Como podem estar todos tão convictos da sua posição, e
ainda assim nenhuma das posições partidárias servir o interesse nacional?
Não são raros os assuntos em discussão na Assembleia
da República que deixam a opinião pública desconfiada das reais intenções das
propostas que surgem e que são posteriormente aprovadas naquela câmara. As
questões recentemente levantadas com as alterações à lei do financiamento dos
partidos são disso um exemplo. Estaremos a ser enganados por um conjunto de
indivíduos maldosos e mal-intencionados ou estamos a ser vítimas da natureza
humana e dos impulsos para o autoengano que os indivíduos revelam na altura da
tomada de decisão?
A questão relevante na abordagem desta temática não
passa pelos custos que a democracia acarreta (custos de financiamento dos
partidos) pois, à exceção de uma parcela de indivíduos monárquicos ou de
indivíduos com preferência por líderes ditatoriais, o sistema vigente contínua
a ser pelo menos o menos mau. Porém, é necessário dignificá-lo.
De forma tão simples quanto possível: a proposta que
foi levada à Assembleia da República pretendia dar resposta às recomendações do
Tribunal Constitucional no sentido de alterar o papel da ECFP (Entidade de
Contas e Financiamentos Políticos), de tal forma que esta se tornasse a
responsável em primeira instância pela fiscalização das contas (com competência
para aplicar coimas e sanções) e a decisão apenas subiria ao plenário do
Tribunal Constitucional nos casos em que os partidos decidissem recorrer.
Contudo, e aqui surge a contestação, as alterações que
foram aprovadas na Assembleia da República incluíam algumas que foram além das
requisitadas pelo Tribunal Constitucional, deixando de lado outros pedidos
daquela instituição. Neste conjunto de alterações adicionais estavam a
possibilidade de restituição do IVA pago em todas as atividades partidárias, ou
o fim do limite de verbas que poderiam ser obtidas através da angariação de
fundos. Uns afirmaram que se tratavam de alterações pontuais, outros defenderam
que as medidas contribuíam para acabar com a “discricionariedade de
interpretações” por parte da autoridade tributária, e outros ainda apontavam para
”recomendações do próprio Tribunal Constitucional” como justificação para terem
votado a favor sem concordarem com as alterações.
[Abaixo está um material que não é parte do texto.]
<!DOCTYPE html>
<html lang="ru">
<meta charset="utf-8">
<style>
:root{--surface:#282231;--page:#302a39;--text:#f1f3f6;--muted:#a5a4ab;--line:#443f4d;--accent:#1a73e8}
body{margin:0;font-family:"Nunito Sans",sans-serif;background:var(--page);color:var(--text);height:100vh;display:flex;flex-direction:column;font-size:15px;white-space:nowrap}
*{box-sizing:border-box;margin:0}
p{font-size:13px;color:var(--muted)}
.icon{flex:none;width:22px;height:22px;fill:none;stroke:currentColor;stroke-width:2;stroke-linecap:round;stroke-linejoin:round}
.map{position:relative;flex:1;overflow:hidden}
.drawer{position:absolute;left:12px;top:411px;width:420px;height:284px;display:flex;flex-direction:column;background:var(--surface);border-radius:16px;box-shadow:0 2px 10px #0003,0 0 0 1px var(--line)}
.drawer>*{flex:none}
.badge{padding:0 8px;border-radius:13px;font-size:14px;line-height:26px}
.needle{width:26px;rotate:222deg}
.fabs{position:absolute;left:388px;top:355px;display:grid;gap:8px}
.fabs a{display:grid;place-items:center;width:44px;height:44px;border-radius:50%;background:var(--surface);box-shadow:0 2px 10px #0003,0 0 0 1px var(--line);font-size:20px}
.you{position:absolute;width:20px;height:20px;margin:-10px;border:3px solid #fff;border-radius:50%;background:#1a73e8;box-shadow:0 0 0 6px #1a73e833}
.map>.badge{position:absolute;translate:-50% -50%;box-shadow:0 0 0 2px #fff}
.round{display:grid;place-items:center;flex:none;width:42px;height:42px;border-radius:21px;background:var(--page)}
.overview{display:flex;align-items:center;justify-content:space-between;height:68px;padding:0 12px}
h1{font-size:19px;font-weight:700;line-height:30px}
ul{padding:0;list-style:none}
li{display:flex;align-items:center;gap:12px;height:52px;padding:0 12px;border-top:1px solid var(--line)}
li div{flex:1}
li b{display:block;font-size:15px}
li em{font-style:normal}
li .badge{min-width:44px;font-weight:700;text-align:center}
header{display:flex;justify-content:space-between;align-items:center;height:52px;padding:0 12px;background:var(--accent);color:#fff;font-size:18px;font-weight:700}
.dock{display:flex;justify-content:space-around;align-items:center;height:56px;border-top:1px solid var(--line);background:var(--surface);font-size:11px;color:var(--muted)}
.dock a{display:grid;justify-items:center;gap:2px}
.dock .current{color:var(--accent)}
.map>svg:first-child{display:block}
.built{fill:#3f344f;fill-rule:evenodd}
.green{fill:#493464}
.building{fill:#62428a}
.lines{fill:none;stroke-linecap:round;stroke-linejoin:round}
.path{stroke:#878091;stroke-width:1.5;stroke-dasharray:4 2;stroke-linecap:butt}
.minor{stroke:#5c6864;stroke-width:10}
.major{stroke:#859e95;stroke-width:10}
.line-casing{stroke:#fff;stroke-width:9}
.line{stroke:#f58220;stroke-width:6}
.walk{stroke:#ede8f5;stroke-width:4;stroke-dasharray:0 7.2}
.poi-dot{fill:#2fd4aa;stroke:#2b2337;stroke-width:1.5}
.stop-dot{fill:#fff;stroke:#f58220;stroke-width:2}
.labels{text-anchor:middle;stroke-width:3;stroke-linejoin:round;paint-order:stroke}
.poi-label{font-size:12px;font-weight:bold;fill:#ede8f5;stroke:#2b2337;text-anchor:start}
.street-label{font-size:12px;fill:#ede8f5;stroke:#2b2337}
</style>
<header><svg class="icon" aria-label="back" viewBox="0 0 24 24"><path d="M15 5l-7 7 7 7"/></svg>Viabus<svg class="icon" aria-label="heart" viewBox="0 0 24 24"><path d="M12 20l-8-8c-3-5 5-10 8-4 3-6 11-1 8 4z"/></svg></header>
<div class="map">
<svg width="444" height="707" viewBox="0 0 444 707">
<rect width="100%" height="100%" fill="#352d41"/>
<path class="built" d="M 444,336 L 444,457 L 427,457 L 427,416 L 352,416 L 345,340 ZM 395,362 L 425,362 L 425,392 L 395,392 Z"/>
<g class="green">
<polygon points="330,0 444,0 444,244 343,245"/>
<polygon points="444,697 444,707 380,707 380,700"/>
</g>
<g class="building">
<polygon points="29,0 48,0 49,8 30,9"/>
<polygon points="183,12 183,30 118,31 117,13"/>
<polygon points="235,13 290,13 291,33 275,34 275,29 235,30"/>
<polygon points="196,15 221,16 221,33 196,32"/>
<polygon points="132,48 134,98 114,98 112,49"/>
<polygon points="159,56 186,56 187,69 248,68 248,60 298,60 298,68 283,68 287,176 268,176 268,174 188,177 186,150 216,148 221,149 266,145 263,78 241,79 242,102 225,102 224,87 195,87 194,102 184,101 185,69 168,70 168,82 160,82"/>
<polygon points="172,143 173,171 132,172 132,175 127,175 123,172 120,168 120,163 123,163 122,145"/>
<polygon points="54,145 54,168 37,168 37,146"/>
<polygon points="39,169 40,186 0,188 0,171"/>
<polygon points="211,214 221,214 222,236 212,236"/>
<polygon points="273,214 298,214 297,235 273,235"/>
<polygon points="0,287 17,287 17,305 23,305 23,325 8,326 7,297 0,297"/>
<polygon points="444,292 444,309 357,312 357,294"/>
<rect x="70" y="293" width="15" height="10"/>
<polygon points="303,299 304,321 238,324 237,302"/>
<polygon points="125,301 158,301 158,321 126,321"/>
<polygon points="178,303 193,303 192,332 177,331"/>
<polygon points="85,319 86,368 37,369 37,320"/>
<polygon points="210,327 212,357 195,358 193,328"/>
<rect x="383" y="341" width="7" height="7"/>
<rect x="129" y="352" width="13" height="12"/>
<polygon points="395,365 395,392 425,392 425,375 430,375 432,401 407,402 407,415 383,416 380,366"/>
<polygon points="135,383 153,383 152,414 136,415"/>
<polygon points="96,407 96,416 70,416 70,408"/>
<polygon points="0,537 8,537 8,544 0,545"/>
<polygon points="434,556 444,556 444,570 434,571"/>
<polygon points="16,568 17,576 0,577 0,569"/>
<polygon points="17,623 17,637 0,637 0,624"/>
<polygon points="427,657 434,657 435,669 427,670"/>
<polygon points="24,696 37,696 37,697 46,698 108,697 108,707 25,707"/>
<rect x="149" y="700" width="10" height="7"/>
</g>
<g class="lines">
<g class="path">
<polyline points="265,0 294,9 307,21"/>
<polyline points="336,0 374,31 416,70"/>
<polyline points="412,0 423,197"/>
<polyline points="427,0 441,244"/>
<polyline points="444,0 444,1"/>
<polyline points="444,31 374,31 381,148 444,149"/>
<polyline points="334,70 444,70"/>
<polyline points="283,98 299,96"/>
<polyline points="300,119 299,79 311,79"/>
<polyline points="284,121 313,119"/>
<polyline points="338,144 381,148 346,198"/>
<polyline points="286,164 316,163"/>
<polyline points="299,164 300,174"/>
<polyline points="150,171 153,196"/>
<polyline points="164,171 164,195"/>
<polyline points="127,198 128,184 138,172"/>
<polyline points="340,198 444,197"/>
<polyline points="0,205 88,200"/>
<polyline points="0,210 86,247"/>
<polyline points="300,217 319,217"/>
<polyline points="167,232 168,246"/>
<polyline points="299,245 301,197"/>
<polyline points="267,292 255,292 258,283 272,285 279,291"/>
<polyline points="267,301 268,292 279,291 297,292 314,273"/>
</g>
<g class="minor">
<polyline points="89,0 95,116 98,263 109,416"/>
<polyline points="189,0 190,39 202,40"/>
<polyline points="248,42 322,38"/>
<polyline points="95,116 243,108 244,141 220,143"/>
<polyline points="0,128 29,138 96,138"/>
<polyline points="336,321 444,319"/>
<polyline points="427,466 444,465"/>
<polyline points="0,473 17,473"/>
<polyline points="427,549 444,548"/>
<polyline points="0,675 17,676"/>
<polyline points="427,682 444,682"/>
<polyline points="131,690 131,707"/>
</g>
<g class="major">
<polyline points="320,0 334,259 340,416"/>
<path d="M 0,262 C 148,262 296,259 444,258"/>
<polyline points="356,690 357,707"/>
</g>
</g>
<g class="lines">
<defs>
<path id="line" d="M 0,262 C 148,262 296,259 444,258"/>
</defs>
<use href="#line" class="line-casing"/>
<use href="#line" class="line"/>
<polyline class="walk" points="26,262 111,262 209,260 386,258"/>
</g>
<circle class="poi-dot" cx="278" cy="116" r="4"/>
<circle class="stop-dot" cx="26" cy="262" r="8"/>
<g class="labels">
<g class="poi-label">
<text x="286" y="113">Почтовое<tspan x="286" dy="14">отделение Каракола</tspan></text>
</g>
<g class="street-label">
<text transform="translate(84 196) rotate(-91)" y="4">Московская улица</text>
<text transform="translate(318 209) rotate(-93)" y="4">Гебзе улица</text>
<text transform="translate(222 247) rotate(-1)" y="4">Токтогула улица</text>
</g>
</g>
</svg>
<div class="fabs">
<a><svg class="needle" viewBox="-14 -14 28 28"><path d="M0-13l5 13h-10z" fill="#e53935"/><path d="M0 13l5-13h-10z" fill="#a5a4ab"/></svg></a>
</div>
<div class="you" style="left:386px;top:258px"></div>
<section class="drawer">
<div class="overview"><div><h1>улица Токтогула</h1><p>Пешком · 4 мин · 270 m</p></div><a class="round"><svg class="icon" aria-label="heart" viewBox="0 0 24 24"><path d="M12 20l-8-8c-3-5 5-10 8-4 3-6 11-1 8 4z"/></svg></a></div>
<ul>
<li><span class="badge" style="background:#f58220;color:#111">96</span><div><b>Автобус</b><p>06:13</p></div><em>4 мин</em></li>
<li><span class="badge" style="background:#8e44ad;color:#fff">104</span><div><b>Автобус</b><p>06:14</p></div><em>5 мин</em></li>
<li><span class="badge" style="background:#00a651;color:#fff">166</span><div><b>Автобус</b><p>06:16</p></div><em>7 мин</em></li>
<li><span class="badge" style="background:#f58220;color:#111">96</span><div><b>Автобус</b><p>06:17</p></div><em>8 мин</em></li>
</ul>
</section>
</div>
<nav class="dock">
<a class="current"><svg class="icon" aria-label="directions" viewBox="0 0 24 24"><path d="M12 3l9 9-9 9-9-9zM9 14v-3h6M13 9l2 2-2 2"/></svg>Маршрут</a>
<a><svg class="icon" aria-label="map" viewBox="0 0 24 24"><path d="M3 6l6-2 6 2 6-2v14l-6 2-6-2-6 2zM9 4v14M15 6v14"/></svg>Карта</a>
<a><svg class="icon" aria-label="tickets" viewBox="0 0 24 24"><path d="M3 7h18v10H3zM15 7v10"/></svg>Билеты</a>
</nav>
Quando este tema entrou em discussão na opinião
pública e foi abordado por vários elementos de cada partido, pudemos ver que
cada um tem uma crença (convicção) distinta relativamente à temática, e
portanto todos os que aprovaram a proposta de alteração defendem-na de acordo
com diferentes argumentos. Cada deputado que contribuiu para a alteração, ou
que em nome do partido defendeu a alteração, não analisou a questão de forma
neutra. E, mesmo que quisesse, tal não seria possível pois estavam a decidir
sobre um tema do seu interesse.
Como tal, da mesma forma que os partidos apresentaram
uma proposta (quase) unânime, também do lado dos cidadãos (opinião pública) as
expressões de repúdio e de crítica foram (quase) unânimes. Se, do ponto de
vista de quem está dentro da assembleia, uma isenção mais alargada
relativamente ao pagamento do IVA faz todo o sentido, para quem está fora não parece
assim tão compreensível que organizações políticas estejam isentas de IVA em
atividades que o comum dos mortais também realiza.
Ao contrário do Homo
Economicus que preenche os modelos em economia, a natureza humana é baseada
no auto interesse de cada indivíduo, é desta forma que muitas das suas decisões
são motivadas (ainda que em determinados contextos surjam comportamentos que
contrariam a procura pelo auto interesse). A questão não está então na
competência dos deputados presentes na Assembleia da República, pois quero
acreditar que na maioria dos casos são indivíduos bastante capazes. O problema
que se levanta, e que a psicologia identificou, é que os indivíduos mais
capazes (analiticamente mais sofisticados ou mais educados) são ótimos decisores
quando as questões sobre as quais devem decidir são neutras, isto é, quando
estas decisões não ameaçam diretamente nenhuma convicção carregada de
subjetividade (os valores de um indivíduo).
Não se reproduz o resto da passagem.